The world has changed. As such, the way many of us do business has changed along with it.

In today's business climate, the right tips for presenting remotely to peers and clients is more important than it's ever been.

Recent studies have shown that your audience is involved in a lot of different activities during your remote presentations. Some may be watching a YouTube video, while others might be engaged in what they view as more pressing work.

Others may even be getting their online shopping out of the way while you present.

This fact begs the question: if your audience is distracted or engaged in other things during your presentation, how do you keep their attention and draw them into your message?

Unlike in-person presentations, it's more difficult to "speak over" the noise when you're presenting remotely. This makes audience engagement more important than any other factor during a remote presentation.

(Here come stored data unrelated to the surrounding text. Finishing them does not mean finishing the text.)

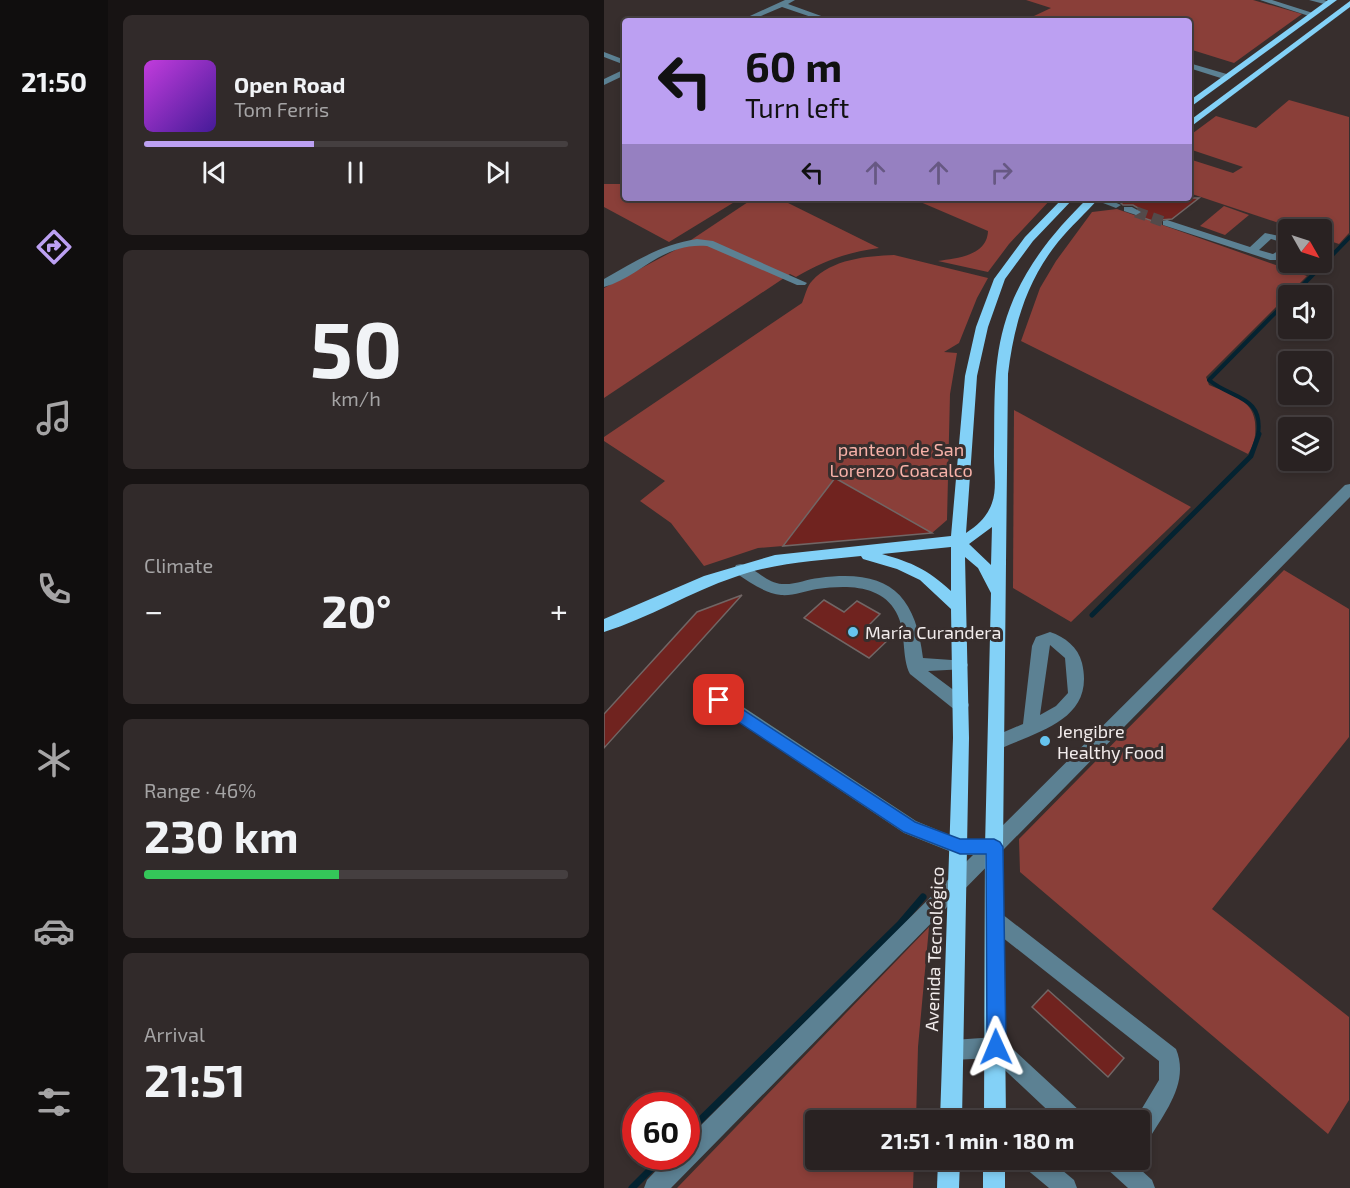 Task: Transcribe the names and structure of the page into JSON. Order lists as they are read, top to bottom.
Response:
{
  "streets": {
    "main road": ["Avenida Tecnológico"]
  },
  "parks": ["panteon de San Lorenzo Coacalco"],
  "places": ["María Curandera", "Jengibre Healthy Food"],
  "north": "bottom right",
  "page": {
    "tabs": "21:50",
    "turn": ["60 m", "Turn left"],
    "song": ["Open Road", "Tom Ferris"],
    "tile": [
      ["50", "km/h"],
      "Climate",
      ["Range · 46%", "230 km"],
      ["Arrival", "21:51"]
    ],
    "heat": ["−", "20°", "+"],
    "limit": "60",
    "trip": "21:51 · 1 min · 180 m"
  }
}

In this article, we'll walk you through the best ways to keep your audience engaged and excited about your remote presentation.

1. Tips For Presenting Remotely: Increase Your Visibility

Man using his hands and body language while talking to his audience

Nearly 93% of communication involves what's known as nonverbal cues. This is important to understand for effective virtual presentations.

Nonverbal cues involve our gestures and overall body language. Because of this, one of the easiest ways to increase engagement during a remote presentation is to increase your personal visibility on camera.

Avoid making the mistake of hiding your face while talking to audience members. You'll lose your audience before you've even begun presenting.

If you're an extremely shy person who gets very nervous or uncomfortable on camera, consider putting a picture of yourself and your credentials on a slide. Then, begin and end your presentation by showing that slide.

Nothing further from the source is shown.